* [ACTIVITY]:
In the material below, find each line that contains the word "body" and copy it.

* [EXTRACTED RECORDS]:

+ + + +

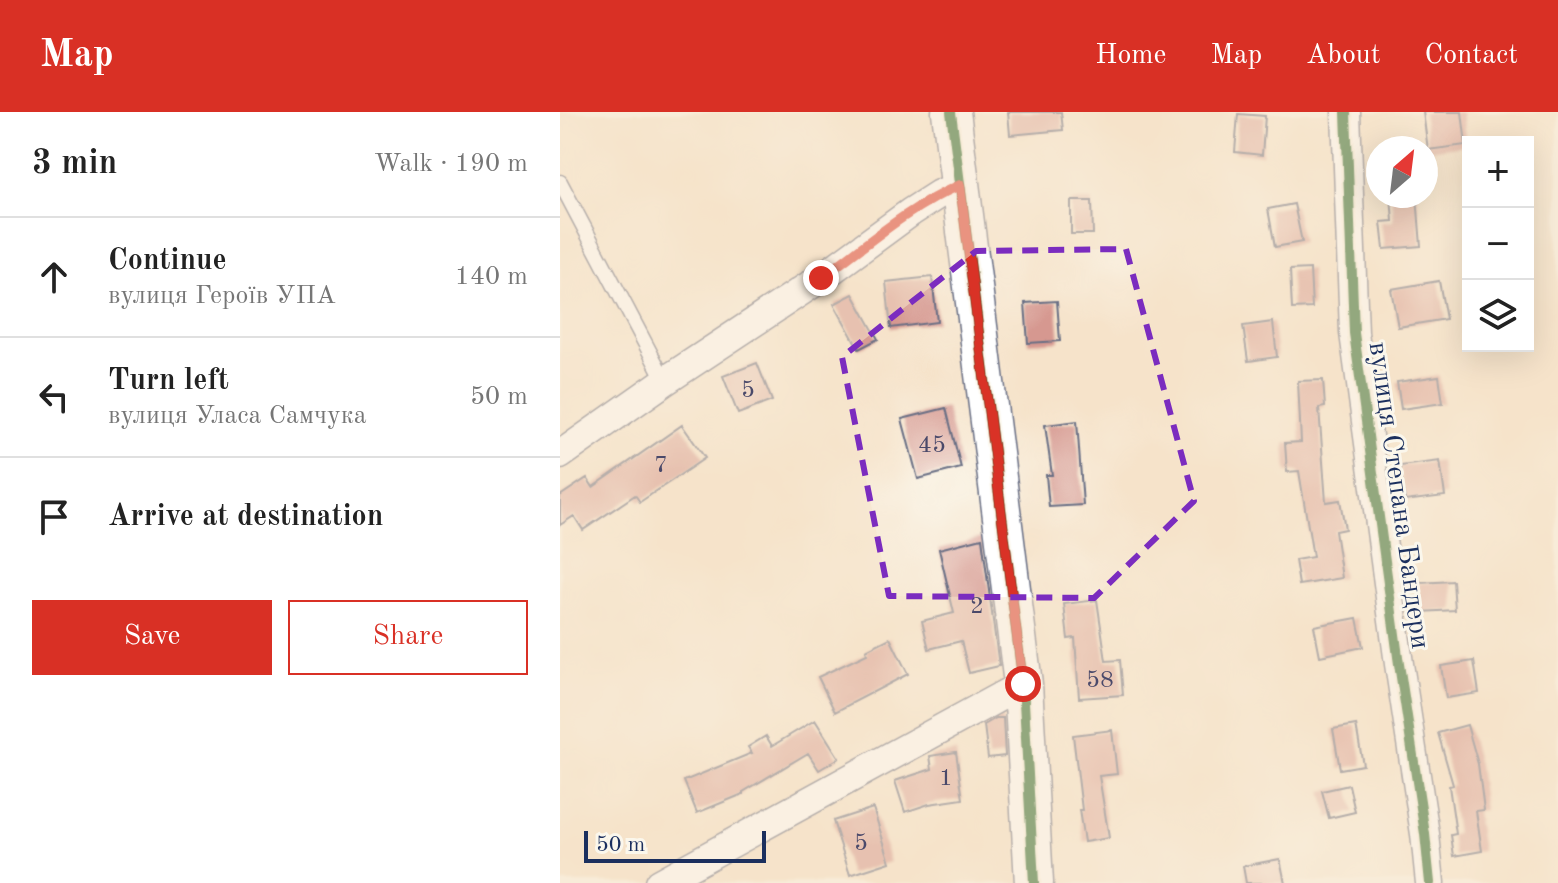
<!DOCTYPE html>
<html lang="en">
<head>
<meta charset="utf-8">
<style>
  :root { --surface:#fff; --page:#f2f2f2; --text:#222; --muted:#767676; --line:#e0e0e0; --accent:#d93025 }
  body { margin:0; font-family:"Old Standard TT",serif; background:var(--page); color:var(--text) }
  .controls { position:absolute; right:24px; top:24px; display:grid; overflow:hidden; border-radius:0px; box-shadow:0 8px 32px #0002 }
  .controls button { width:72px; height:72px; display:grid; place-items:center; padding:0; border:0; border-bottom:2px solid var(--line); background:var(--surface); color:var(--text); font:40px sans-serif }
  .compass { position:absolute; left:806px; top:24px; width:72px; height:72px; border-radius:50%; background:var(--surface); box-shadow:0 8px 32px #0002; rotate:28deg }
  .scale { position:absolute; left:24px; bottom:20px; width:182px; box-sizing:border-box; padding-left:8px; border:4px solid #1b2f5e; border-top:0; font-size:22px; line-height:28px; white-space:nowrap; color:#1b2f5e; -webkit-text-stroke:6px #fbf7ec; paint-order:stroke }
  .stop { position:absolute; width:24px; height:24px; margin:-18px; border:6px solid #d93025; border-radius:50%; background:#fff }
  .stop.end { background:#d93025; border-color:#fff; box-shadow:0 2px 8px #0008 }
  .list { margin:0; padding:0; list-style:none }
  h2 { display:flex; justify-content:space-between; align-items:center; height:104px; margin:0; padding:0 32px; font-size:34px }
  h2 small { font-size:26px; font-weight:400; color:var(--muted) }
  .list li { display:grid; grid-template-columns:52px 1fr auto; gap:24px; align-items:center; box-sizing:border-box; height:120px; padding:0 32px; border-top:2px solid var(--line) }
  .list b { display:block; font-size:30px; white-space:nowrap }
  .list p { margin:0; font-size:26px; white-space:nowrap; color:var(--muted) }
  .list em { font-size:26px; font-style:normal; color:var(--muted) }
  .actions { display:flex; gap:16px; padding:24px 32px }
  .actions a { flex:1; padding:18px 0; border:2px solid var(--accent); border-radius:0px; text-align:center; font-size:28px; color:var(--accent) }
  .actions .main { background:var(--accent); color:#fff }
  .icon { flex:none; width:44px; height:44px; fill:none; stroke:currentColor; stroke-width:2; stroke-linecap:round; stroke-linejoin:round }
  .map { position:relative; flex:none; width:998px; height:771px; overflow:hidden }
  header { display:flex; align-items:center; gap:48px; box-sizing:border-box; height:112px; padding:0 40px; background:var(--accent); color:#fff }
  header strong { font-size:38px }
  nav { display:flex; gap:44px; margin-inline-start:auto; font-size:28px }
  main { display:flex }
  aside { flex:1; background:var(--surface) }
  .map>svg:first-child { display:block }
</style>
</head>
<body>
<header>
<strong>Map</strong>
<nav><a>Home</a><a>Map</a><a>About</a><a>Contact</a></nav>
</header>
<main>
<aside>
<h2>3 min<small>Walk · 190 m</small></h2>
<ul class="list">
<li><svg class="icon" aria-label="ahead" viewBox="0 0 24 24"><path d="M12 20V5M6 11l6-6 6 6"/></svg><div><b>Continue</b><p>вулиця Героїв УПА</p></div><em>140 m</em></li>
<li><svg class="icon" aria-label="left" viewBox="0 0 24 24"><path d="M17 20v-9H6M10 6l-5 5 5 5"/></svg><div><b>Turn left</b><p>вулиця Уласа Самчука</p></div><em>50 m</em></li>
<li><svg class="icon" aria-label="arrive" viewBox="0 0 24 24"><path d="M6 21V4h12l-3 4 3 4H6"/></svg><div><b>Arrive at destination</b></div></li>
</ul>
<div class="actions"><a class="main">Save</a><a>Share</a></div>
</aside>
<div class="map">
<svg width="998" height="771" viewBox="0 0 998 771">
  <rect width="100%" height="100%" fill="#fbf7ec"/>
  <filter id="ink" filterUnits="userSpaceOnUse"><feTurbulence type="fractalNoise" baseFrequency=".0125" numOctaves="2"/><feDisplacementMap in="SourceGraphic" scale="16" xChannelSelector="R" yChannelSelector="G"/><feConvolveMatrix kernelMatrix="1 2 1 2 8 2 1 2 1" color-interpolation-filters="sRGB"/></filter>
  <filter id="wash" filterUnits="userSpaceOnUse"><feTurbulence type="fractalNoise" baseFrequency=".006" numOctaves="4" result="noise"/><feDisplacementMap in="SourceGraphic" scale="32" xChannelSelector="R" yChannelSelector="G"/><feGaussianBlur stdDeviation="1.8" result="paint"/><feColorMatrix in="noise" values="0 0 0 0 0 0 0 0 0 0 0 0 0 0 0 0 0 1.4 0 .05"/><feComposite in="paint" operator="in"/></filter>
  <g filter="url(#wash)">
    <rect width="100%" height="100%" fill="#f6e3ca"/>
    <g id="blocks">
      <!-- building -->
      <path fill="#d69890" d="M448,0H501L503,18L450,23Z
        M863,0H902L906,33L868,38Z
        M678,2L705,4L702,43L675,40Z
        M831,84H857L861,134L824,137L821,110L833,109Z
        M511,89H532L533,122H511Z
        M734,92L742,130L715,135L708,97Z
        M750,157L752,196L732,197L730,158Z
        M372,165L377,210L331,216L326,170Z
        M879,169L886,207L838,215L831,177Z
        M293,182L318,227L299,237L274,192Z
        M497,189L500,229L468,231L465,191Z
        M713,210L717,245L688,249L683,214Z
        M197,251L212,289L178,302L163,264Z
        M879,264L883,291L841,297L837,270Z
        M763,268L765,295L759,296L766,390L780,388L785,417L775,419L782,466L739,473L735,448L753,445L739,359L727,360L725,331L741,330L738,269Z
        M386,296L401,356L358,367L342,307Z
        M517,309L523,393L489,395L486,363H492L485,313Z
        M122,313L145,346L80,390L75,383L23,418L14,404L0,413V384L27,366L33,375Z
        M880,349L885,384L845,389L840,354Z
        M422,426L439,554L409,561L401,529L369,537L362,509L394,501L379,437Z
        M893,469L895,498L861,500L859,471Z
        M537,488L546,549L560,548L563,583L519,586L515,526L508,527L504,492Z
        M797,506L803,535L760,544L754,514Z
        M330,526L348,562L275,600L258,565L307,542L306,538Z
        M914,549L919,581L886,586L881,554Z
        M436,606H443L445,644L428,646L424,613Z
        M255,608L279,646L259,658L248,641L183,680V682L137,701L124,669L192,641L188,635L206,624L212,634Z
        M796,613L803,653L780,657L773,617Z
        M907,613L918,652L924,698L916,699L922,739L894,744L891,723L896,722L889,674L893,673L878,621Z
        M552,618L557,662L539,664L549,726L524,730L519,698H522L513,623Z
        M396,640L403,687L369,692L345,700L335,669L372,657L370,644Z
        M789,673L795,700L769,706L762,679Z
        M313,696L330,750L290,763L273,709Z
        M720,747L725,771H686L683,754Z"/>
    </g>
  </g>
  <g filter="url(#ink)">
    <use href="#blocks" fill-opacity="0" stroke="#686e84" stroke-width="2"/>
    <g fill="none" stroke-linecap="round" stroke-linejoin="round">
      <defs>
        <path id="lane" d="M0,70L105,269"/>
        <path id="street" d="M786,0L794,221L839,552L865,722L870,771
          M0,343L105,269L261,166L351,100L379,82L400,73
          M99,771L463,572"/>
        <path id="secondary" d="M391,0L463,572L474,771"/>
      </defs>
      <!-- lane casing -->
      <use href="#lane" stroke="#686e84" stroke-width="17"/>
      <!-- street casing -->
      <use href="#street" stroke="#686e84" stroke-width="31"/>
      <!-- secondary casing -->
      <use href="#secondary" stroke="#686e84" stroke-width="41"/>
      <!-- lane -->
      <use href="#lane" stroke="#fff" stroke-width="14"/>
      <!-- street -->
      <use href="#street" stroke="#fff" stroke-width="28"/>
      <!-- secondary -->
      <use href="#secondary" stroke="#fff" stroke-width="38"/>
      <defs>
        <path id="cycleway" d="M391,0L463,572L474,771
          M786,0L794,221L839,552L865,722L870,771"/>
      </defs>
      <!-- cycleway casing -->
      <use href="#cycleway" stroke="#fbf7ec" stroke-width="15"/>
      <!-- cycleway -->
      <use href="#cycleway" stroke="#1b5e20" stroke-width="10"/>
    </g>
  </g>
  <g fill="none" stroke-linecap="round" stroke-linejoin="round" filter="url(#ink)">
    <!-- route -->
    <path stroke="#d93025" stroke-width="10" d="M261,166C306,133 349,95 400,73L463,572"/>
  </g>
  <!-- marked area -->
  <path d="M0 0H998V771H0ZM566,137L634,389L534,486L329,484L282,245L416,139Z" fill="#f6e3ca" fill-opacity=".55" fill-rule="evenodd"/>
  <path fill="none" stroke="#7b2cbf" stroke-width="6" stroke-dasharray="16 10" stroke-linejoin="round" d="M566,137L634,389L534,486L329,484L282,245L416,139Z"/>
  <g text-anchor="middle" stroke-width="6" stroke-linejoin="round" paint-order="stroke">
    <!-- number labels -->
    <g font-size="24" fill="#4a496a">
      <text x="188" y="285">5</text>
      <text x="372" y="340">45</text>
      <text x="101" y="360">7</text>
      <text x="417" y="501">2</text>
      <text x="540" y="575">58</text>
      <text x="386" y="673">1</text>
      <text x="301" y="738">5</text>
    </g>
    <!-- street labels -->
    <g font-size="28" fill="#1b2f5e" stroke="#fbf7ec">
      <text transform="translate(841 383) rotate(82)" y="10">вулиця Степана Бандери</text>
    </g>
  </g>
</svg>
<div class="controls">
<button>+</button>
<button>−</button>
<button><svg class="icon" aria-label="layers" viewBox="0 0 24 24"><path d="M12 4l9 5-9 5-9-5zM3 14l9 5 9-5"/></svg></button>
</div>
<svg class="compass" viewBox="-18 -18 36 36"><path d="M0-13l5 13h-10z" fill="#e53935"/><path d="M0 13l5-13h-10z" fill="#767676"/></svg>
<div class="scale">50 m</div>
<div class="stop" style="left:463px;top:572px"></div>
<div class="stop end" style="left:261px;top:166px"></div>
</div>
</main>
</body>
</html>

+ + + +

* [THE ANSWER]:
  body { margin:0; font-family:"Old Standard TT",serif; background:var(--page); color:var(--text) }
<body>
</body>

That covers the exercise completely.